The following text is taken from the October 2012 issue of the CIPA Journal. If you would like to subscribe to the Journal please send us an e-mail.

Ed.: The 2012 CIPA Congress was one of the very best in my memory. Under the aegis of your new Editor there will be reports of its proceedings. But to whet your appetite, and having regard to its great topicality, the after-dinner speech of our guest of honour, Kitchin LJ, is set out below, with warm thanks to him for making it available so promptly.

Mr President, ladies and gentlemen,

It is a very great honour and pleasure for me to be invited to come and speak to you after this splendid dinner.

This is the bicentenary of the birth of Charles Dickens. He was born in Portsmouth on 12 February 1812 and throughout his life had a deep interest in the law. In fact he joined the Middle Temple in 1839, though he ate few of the dinners, plainly not as delicious as this evenings fare, and he was never called to the Bar. But he knew many lawyers and we know he did not have an altogether favourable view of them, or, for that matter, of government institutions, including patent offices:

“The Circumlocution Office was (as everybody knows without being told) the most important Department under Government. No public business of any kind could possibly be done at any time without the acquiescence of the Circumlocution Office. Its finger was in the largest public pie, and in the smallest public tart. It was equally impossible to do the plainest right and to undo the plainest wrong without the express authority of the Circumlocution Office.

This was the office to which Arthur Clennam travelled to enquire about William Dorit’s debt and, while there, discovered the struggling inventor Daniel Doyce who had ventured into the hands of Mr Tight Barnacle and his son Barnacle junior in the patent department:

“There I was undoubtedly made to feel”, said Mr Doyce, “as if I had committed an offence in dancing attendance at the various offices. I was always treated more or less as if it was a very bad offence. I have frequently found it necessary to reflect, for my own self-support, that I really had not done anything to bring myself into the Newgate calendar but only wanted to effect a great saving and a great improvement.”

So poor Mr Doyce felt like a troublesome convict and he was certainly at risk of being broken alive on the wheel by the Barnacle family.

As for the High Court of Chancery, Dickens describes implacable November weather with fog everywhere.

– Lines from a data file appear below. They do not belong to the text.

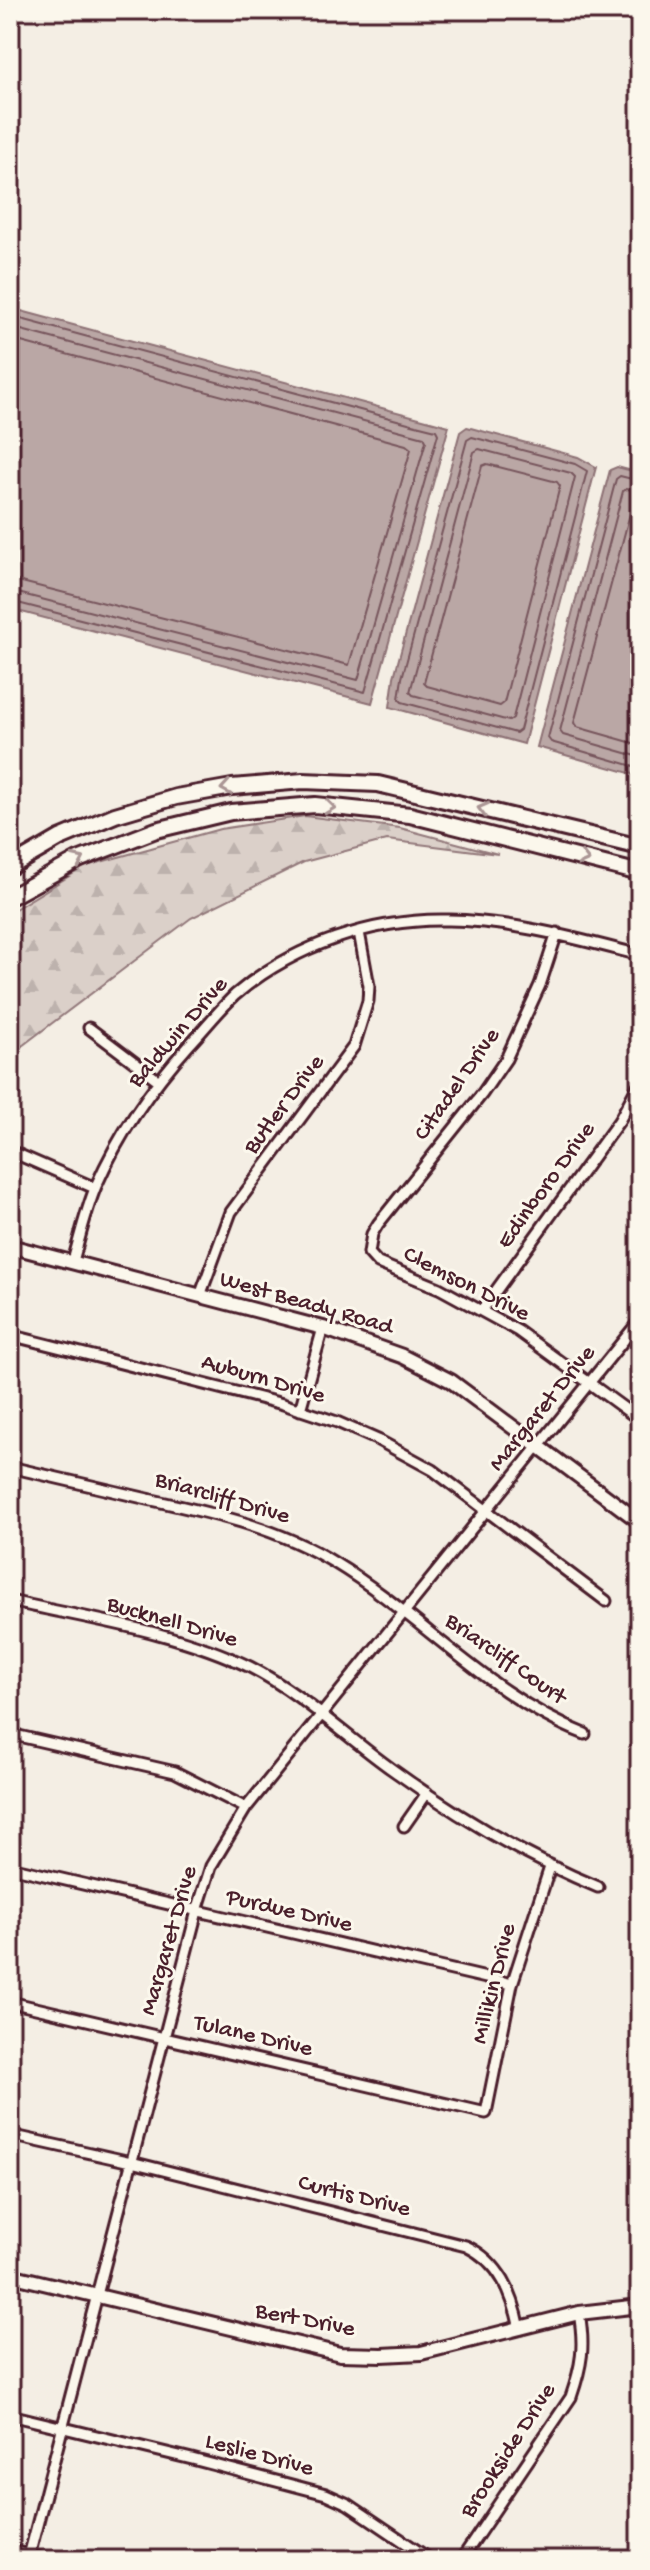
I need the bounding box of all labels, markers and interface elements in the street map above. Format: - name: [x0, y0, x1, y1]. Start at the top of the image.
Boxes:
- one-way arrow: [219, 779, 233, 796]
- one-way arrow: [324, 798, 337, 815]
- one-way arrow: [476, 801, 490, 818]
- one-way arrow: [577, 849, 591, 866]
- one-way arrow: [70, 854, 85, 870]
- street label: Baldwin Drive: [122, 971, 236, 1095]
- street label: Citadel Drive: [409, 1023, 508, 1147]
- street label: Butler Drive: [237, 1049, 332, 1161]
- street label: Edinboro Drive: [491, 1116, 603, 1255]
- street label: Clemson Drive: [398, 1241, 535, 1330]
- street label: West Beady Road: [216, 1265, 398, 1343]
- street label: Margaret Drive: [483, 1340, 603, 1478]
- street label: Auburn Drive: [198, 1349, 329, 1412]
- street label: Briarcliff Drive: [150, 1466, 293, 1532]
- street label: Bucknell Drive: [102, 1590, 241, 1656]
- street label: Briarcliff Court: [438, 1607, 573, 1714]
- street label: Margaret Drive: [135, 1862, 205, 2019]
- street label: Purdue Drive: [222, 1883, 356, 1941]
- street label: Millikin Drive: [466, 1920, 524, 2047]
- street label: Tulane Drive: [189, 2009, 316, 2065]
- street label: Curtis Drive: [295, 2169, 414, 2225]
- street label: Bert Drive: [252, 2297, 358, 2345]
- street label: Brookside Drive: [454, 2378, 564, 2525]
- street label: Leslie Drive: [202, 2428, 317, 2485]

At the very heart of the fog was Lincolns Inn Hall where the Lord High Chancellor sat in all his foggy glory. This was the court which

“so exhausts finances, patience, courage hope; so overthrows the brain and breaks the heart; that there is not an honourable man among its practitioners, who would not give - who does not often give - the warning ‘Suffer any wrong that can be done you, rather than come here!’”

And the law itself – well, thought Dickens, the one great principle of English law was to make business for itself. Repealing a statute? Why, that could never be done. It might have the effect of sweeping away a class of practitioners like Mr Vholes, and that the social system could not afford. And so the protracted cause of Jarndyce v Jarndyce pressed on, and upon it was expended study, ability, eloquence, knowledge, intellect, even high intellect, making it a monument of Chancery practice, until the whole estate was gone.

Nor was Dickens limited to his imaginings. He himself brought a copyright claim in Chancery over A Christmas Carol. He issued proceedings in 1844 and secured a judgment but never recovered any costs or damages – the pirates went bankrupt.

Fortunately so many of the aspects of the law satirised by Dickens have long since been swept away. Important reforms recommended by Lord Woolf were embodied in the Civil Procedure Rules and introduced in 1999. Their fundamental purpose is to provide litigants and the courts with a guide or compass for the just resolution of disputes. It is encapsulated in the overriding objective and includes so far as practicable ensuring the parties are on an equal footing; dealing with the case in ways which are proportionate; ensuring the case is dealt with expeditiously and fairly and allotting to it an appropriate share of the court’s resources.

A patent action no longer takes years to come to court, as it did when I was called to the Bar in the late 1970s. Nor does it last for weeks and weeks in court. I well recall leading counsel opening the case to the judge and reading the patent out loud from beginning to end. And the same was done with the discovery. Not surprisingly the opening went on for days. A clerk would hand round a menu from a local restaurant during the morning and the solicitors and barristers would order what they wanted for lunch!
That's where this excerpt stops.